◆ What is required ◆
Filter the records for "linecap" and keep each line that has it.

◆ Study material ◆
- Opening Delimiter -

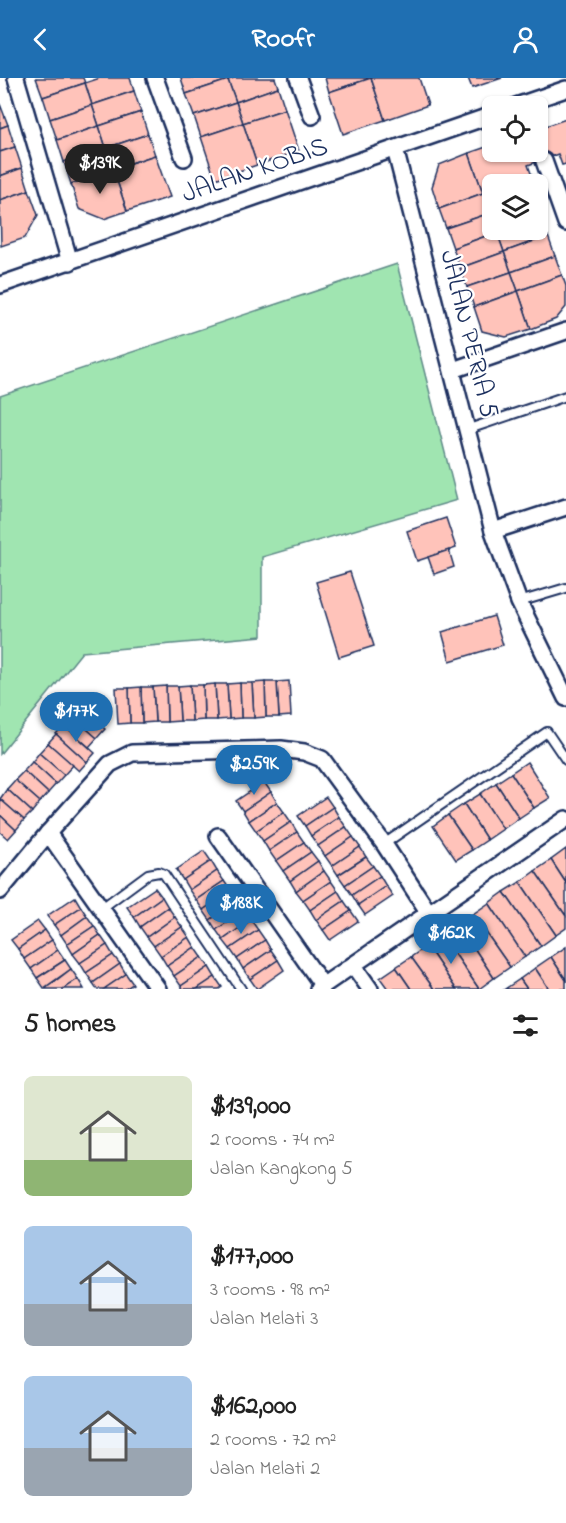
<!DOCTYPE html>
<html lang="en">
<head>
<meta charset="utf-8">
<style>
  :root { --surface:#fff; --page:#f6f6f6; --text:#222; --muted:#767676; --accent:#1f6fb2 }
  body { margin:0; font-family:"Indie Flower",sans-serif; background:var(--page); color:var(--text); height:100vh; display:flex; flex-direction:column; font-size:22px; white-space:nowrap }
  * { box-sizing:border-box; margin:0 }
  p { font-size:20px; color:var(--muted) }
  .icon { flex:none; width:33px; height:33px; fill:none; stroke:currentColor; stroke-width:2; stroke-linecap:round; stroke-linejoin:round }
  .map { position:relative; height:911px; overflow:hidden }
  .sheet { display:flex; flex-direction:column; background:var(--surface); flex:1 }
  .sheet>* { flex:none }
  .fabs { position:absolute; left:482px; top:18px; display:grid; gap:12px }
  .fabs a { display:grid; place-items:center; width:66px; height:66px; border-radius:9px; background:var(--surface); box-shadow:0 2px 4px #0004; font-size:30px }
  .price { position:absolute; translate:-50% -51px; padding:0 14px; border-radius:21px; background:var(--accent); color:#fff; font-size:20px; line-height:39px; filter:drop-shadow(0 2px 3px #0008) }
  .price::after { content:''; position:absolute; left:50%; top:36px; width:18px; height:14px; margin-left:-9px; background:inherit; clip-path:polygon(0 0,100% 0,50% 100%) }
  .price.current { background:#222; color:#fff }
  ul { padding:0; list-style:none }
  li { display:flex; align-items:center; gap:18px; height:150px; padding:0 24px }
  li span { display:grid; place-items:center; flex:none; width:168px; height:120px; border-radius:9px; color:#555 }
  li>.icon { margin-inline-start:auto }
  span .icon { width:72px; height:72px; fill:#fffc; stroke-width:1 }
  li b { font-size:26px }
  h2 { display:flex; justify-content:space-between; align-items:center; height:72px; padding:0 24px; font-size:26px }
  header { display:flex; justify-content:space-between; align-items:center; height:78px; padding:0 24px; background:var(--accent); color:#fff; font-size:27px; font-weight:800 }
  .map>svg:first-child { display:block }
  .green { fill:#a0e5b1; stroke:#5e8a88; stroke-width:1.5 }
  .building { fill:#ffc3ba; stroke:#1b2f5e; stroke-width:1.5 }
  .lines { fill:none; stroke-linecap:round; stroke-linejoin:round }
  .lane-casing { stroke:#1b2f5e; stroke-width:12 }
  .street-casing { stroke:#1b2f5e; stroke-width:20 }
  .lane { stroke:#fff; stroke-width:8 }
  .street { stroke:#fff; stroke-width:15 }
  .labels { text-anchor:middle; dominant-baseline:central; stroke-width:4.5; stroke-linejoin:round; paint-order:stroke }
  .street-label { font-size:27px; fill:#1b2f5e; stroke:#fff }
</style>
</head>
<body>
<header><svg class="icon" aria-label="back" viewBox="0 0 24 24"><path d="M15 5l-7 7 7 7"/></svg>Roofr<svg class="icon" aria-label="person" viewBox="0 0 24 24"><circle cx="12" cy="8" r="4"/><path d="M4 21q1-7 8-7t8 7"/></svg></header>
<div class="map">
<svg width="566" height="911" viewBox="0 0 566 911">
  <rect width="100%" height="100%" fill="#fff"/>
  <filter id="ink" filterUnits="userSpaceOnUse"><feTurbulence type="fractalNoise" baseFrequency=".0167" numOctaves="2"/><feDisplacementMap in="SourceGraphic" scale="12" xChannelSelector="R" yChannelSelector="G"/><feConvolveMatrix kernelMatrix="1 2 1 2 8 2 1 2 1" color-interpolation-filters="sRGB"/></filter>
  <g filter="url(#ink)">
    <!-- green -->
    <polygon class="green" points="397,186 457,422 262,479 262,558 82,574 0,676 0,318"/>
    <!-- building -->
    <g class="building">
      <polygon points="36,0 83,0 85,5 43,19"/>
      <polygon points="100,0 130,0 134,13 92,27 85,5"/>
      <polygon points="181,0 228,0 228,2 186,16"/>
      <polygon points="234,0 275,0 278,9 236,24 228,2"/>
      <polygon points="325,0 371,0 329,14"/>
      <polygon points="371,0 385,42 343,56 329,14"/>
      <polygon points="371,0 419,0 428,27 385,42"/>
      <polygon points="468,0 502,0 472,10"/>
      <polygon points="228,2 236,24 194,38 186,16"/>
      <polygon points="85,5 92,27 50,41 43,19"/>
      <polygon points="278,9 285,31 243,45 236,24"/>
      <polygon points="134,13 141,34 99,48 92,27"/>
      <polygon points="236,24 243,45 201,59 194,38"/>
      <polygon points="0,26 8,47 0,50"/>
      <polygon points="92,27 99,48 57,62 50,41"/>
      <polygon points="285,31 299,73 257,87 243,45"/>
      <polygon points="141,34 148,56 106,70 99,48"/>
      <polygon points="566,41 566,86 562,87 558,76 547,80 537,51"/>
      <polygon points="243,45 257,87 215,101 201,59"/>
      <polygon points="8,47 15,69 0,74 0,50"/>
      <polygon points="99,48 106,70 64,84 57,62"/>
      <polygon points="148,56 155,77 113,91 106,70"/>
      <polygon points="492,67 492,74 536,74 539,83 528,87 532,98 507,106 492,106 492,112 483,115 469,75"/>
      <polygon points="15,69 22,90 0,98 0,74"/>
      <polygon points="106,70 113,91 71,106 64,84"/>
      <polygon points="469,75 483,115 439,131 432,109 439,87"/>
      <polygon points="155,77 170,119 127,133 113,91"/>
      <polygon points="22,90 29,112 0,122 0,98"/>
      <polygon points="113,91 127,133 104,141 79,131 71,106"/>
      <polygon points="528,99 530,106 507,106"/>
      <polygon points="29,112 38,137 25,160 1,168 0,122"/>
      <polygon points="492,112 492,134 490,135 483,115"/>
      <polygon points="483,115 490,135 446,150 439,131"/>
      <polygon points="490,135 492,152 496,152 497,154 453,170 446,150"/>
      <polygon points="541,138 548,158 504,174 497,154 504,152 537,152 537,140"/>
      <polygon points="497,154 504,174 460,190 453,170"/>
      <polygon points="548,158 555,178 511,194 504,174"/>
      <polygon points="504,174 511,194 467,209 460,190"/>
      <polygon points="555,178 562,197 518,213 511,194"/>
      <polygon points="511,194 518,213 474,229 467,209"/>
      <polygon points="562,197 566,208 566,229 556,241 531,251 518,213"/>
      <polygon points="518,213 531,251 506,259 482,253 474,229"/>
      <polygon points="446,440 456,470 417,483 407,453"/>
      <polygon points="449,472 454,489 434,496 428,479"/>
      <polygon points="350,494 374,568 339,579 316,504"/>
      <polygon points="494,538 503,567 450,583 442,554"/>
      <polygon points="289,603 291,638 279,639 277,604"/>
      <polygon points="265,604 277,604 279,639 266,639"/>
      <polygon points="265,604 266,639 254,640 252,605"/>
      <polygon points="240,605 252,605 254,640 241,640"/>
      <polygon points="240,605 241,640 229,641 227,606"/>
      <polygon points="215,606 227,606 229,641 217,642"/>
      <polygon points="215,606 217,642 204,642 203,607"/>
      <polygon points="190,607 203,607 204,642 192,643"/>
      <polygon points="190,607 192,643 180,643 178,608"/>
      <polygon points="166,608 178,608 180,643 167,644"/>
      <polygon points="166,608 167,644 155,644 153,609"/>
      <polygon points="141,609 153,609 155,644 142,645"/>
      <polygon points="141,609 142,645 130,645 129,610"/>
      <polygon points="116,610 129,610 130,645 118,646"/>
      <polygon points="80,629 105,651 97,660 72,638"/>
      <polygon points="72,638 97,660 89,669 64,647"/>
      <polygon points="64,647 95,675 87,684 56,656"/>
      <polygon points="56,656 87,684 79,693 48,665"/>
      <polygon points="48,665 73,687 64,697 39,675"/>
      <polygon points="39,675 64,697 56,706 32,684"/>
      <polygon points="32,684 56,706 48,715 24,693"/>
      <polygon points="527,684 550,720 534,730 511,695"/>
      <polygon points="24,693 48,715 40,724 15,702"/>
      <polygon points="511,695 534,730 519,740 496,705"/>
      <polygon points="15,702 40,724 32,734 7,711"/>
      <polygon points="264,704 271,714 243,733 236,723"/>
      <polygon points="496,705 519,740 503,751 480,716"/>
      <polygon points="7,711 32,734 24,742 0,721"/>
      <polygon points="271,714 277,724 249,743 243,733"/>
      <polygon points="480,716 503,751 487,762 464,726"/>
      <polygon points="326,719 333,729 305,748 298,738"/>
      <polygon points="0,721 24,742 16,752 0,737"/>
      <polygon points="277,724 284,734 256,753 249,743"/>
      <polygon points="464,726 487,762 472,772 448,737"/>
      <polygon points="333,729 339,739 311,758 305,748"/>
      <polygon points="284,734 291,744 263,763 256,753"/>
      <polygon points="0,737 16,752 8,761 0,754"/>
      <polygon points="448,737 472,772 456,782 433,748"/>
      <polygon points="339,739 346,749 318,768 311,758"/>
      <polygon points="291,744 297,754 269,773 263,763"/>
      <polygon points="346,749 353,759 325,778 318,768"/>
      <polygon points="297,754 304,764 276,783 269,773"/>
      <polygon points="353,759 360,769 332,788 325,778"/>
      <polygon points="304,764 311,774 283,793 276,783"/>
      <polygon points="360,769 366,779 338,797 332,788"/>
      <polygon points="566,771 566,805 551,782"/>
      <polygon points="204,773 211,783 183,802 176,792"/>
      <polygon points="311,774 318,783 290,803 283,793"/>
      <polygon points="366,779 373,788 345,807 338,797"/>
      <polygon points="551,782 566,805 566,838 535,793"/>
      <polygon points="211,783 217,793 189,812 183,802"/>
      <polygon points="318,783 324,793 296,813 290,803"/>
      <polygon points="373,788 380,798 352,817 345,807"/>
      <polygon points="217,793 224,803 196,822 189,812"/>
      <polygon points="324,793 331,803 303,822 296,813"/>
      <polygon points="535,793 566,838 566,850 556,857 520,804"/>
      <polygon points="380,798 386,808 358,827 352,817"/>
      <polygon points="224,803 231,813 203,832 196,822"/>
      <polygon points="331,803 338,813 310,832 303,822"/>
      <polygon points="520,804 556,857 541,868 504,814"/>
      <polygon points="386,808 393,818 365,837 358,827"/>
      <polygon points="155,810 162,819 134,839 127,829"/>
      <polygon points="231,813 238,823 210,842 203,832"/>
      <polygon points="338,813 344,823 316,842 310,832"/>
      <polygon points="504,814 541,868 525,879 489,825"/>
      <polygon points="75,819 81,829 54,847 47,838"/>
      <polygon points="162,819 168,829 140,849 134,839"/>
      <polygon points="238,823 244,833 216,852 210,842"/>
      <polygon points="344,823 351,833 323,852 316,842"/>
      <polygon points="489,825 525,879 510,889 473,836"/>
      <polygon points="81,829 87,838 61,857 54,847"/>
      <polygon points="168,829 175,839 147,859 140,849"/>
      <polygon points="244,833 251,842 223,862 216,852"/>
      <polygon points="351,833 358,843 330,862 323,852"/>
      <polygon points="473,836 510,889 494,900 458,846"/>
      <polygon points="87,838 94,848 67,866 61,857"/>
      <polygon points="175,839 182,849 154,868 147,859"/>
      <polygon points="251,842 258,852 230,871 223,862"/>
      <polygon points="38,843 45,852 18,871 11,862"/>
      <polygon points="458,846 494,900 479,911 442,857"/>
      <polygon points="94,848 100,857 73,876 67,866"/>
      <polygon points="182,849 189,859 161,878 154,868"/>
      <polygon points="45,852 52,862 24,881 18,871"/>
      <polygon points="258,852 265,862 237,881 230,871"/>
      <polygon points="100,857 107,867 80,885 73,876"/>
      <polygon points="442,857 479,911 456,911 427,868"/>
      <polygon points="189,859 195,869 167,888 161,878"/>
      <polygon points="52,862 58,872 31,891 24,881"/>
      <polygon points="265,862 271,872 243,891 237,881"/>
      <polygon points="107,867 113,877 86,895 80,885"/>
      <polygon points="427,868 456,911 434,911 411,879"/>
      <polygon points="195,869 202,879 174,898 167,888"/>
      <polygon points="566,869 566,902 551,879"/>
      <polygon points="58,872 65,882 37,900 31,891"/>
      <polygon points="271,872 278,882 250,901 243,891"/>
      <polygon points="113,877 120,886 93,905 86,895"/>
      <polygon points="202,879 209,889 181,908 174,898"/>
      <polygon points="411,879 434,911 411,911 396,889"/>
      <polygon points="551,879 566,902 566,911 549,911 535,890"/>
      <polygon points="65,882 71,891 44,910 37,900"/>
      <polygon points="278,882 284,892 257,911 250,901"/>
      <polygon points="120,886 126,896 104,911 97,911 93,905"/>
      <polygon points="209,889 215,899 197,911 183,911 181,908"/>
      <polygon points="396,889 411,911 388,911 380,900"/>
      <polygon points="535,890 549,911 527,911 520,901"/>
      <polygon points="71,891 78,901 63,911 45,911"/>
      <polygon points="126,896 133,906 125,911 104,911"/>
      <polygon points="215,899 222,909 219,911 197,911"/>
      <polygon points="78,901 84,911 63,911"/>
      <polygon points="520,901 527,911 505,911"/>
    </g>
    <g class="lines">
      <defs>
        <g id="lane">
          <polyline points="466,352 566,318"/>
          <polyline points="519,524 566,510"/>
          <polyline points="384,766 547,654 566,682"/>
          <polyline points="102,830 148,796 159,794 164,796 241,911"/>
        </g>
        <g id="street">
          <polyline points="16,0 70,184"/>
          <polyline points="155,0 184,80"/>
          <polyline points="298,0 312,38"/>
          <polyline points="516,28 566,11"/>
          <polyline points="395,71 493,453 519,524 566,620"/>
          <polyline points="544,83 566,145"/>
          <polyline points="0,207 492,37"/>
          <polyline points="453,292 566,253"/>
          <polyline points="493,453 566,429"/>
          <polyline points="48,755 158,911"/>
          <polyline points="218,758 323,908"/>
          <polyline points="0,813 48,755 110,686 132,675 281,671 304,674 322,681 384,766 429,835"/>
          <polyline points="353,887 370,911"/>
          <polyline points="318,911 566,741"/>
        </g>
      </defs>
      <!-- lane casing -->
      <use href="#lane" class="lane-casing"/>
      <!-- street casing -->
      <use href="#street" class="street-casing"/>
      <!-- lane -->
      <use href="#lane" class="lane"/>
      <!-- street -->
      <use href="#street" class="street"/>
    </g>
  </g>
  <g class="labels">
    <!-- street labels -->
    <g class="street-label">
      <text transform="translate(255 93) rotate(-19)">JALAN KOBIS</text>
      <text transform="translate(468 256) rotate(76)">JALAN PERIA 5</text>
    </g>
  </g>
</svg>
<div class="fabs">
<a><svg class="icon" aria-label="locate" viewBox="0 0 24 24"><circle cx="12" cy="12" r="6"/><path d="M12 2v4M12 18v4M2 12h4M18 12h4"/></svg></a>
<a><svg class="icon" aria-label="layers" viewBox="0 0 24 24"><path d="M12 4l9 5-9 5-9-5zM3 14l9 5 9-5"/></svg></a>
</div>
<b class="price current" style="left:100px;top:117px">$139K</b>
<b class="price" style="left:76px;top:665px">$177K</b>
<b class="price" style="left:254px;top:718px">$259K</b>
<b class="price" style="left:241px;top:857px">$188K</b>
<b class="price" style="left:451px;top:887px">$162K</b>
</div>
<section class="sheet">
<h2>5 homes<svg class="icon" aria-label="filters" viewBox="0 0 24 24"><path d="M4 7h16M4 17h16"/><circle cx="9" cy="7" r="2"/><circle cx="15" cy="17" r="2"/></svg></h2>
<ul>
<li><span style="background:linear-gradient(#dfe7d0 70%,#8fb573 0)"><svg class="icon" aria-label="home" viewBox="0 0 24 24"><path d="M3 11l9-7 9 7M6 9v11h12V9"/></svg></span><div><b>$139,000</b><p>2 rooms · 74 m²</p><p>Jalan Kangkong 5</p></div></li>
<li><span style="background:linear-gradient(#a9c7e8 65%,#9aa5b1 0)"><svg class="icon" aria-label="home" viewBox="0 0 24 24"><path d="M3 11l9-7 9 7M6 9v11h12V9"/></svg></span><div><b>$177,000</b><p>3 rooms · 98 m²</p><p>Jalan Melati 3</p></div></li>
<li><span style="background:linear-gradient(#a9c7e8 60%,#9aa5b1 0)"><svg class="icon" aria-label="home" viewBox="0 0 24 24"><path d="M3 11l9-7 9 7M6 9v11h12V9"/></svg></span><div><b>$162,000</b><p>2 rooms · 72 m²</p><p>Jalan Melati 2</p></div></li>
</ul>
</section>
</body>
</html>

- Closing Delimiter -

◆ Task solution ◆
  .icon { flex:none; width:33px; height:33px; fill:none; stroke:currentColor; stroke-width:2; stroke-linecap:round; stroke-linejoin:round }
  .lines { fill:none; stroke-linecap:round; stroke-linejoin:round }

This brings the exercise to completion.